Installing collected packages: six
Successfully installed six-1.16.0
$ my_venv_py310/bin/python -m pip freeze
six==1.16.0
$ my_venv_py310/bin/python -c "import six; print(six.__version__)"
1.16.0
Note: when creating a virtual environment we recommend that you specify the major and minor version number as we have done in the above examples. This will create aliases (i.e., symbolic links) in your virtual environment for python
, pythonN
, and pythonN.M
. This will give you the flexibility of using pythonN.M
in your scripts or documentation should you choose to do so.
Virtual Environments and Source Control (e.g., Git)

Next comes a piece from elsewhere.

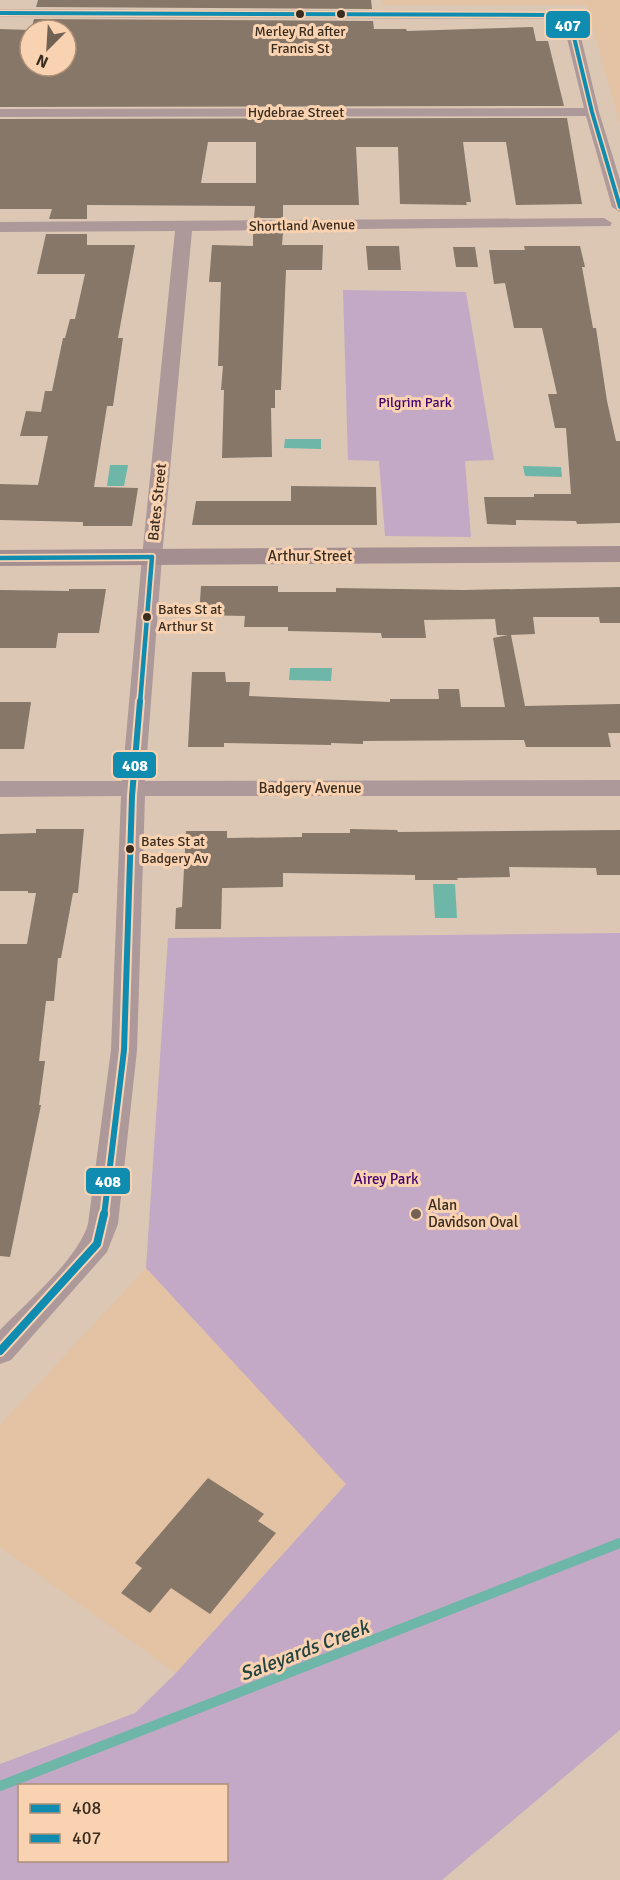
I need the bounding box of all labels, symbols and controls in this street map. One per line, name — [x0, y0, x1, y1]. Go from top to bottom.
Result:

Virtual environment directories are not suited for source control. However, a virtual environment is defined by the version of the Python interpreter and the set of packages (with specific version numbers) installed. Therefore, a common practice is to use pip freeze
to create a file called (by convention) requirements.txt
which contains the list of packages:
$ source my_project_venv/bin/activate
(my_project_venv) $ python -m pip freeze > requirements.txt
The requirements.txt
file is put under source control.
When one checks out or clones the project from a repository for the first time, they then must create a local virtual environment with the appropriate version of the Python interpreter, "activate" the environment, and use pip install
with the -r
option, as follows:
$ source new_project_venv/bin/activate
(new_project_venv) $ python -m pip install -r requirements.txt
A significant downside to committing the output of pip freeze
to source control is that it is easy to lose track of which packages are your dependencies and which packages are indirect dependencies (i.e., dependencies of your dependencies). One approach to dealing with this, is to keep your dependencies in either a requirements.in
or setup.py
file and use a tool such as pip-tools to manage dependencies.

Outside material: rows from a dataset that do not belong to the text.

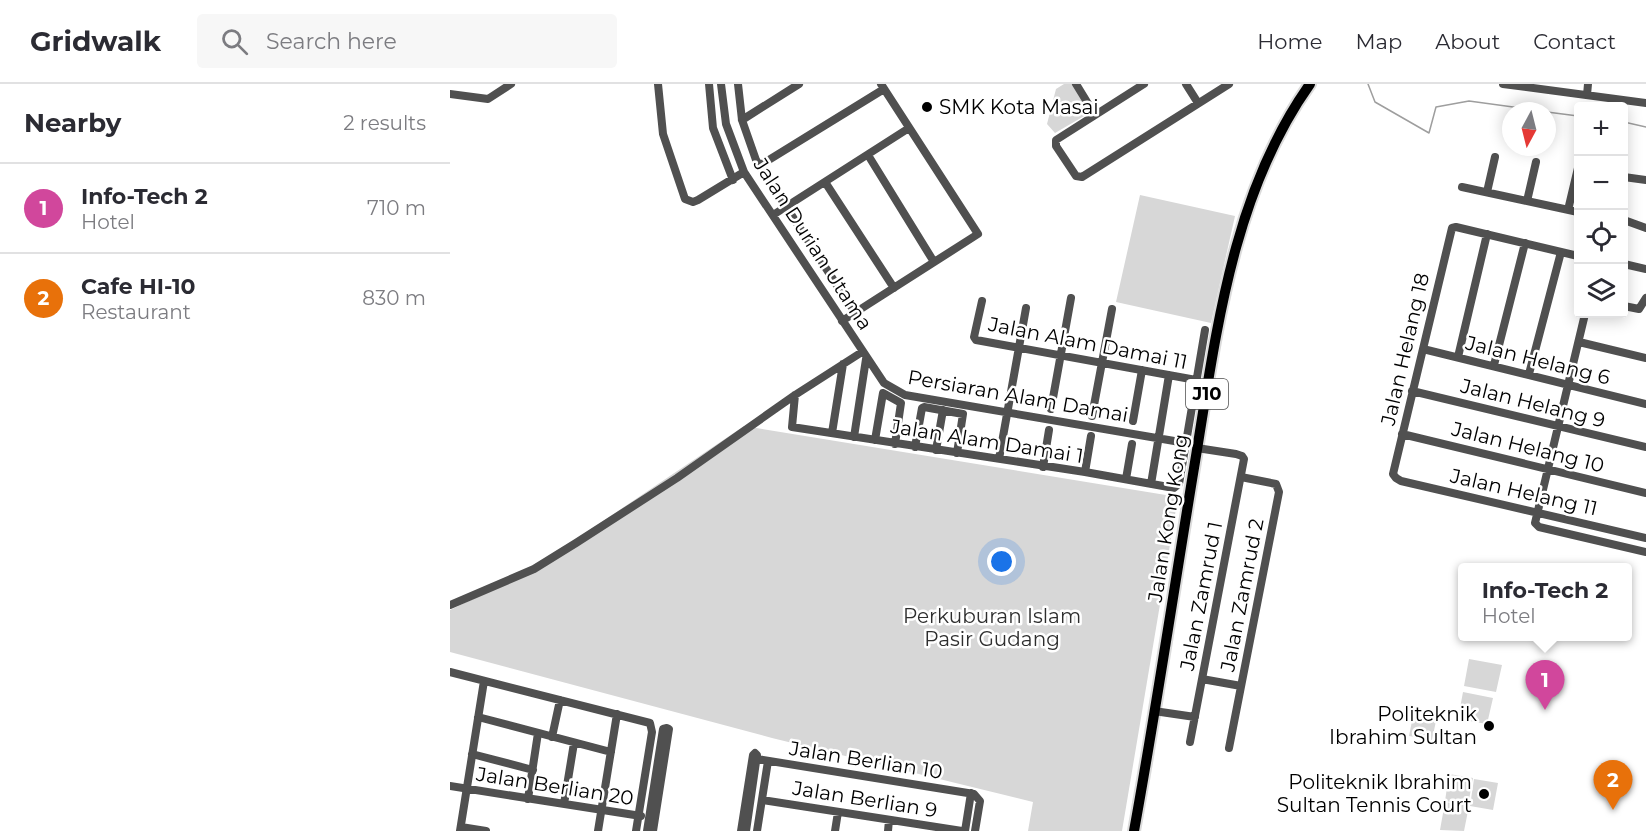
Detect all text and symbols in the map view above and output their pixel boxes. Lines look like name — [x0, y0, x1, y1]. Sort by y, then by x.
search box — [197, 14, 617, 68]
text: Gridwalk — [30, 24, 161, 58]
icon: search — [218, 25, 251, 58]
text: Search here — [266, 28, 397, 55]
text: Home — [1257, 29, 1322, 54]
text: Map — [1355, 29, 1402, 54]
text: About — [1435, 29, 1500, 54]
text: Contact — [1533, 29, 1616, 54]
place label: SMK Kota Masai — [939, 95, 1099, 119]
marker: SMK Kota Masai — [920, 100, 934, 114]
north arrow — [1502, 102, 1556, 156]
map controls — [1574, 102, 1628, 318]
button: + — [1574, 102, 1628, 156]
text: Nearby — [24, 107, 121, 139]
text: 2 results — [343, 111, 426, 135]
street label: Jalan Durian Utama — [748, 153, 878, 334]
button: − — [1574, 156, 1628, 210]
text: Info-Tech 2 — [81, 183, 208, 210]
text: 1 — [40, 196, 47, 220]
text: 710 m — [367, 196, 426, 220]
text: Hotel — [81, 210, 135, 234]
button: locate — [1574, 210, 1628, 264]
button: layers — [1574, 264, 1628, 318]
street label: Jalan Helang 18 — [1376, 270, 1434, 429]
text: Cafe HI-10 — [81, 273, 195, 300]
text: 2 — [38, 286, 49, 310]
text: 830 m — [362, 286, 426, 310]
text: Restaurant — [81, 300, 191, 324]
street label: Jalan Alam Damai 11 — [986, 312, 1190, 374]
street label: Jalan Helang 6 — [1462, 330, 1613, 390]
street label: Persiaran Alam Damai — [906, 365, 1130, 427]
street label: Jalan Helang 9 — [1457, 373, 1608, 433]
road number: J10 — [1186, 379, 1228, 409]
street label: Jalan Alam Damai 1 — [888, 414, 1085, 468]
street label: Jalan Helang 10 — [1448, 416, 1607, 478]
street label: Jalan Kong Kong — [1143, 432, 1193, 605]
street label: Jalan Helang 11 — [1447, 463, 1600, 521]
street label: Jalan Zamrud 2 — [1215, 516, 1269, 675]
street label: Jalan Zamrud 1 — [1175, 519, 1227, 674]
your location — [987, 547, 1016, 576]
popup — [1458, 563, 1632, 641]
text: Info-Tech 2 — [1482, 577, 1608, 604]
park label: Perkuburan Islam Pasir Gudang — [903, 604, 1081, 651]
text: Hotel — [1482, 604, 1536, 628]
pin: 1 — [1526, 660, 1564, 710]
place label: Politeknik Ibrahim Sultan — [1329, 702, 1477, 749]
marker: Politeknik Ibrahim Sultan — [1482, 719, 1496, 733]
street label: Jalan Berlian 10 — [787, 736, 944, 784]
pin: 2 — [1594, 760, 1632, 810]
street label: Jalan Berlian 20 — [474, 762, 635, 810]
place label: Politeknik Ibrahim Sultan Tennis Court — [1277, 770, 1472, 817]
street label: Jalan Berlian 9 — [790, 776, 939, 822]
marker: Politeknik Ibrahim Sultan Tennis Court — [1477, 787, 1491, 801]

Removing or Renaming a Virtual Environment
To remove a virtual environment, simply remove its corresponding directory:
$ rm -rf my_project_venv
It is very difficult to rename or move a virtual environment (simply renaming the directory won't work). It is better to create a new virtual environment with the same installed packages. First, extract the packages using the freeze
command to the pip
module:
$ source my_project_venv/bin/activate
(my_project_venv) $ python -m pip freeze > requirements.txt
(my_project_venv) $ deactivate
$
Second, using the instructions above that are appropriate for the version of Python you are using, create a new virtual environment. For our example, we will use new_project_venv
.
Third, install the packages:
$ source new_project_venv/bin/activate
(new_project_venv) $ python -m pip install -r requirements.txt
(new_project_venv) $ deactivate
$
Finally, remove the original virtual environment directory.
Rebuilding a Virtual Environment for a New Version of Python
Note that a virtual environment is tied to a particular (major, minor) version of Python. This is established via a symbolic link in the bin
subdirectory of the virtual environment directory to the actual Python interpreter binary. If the target of the symbolic link no longer exists or changes to a different version of Python, the virtual environment will no longer function and must be rebuilt.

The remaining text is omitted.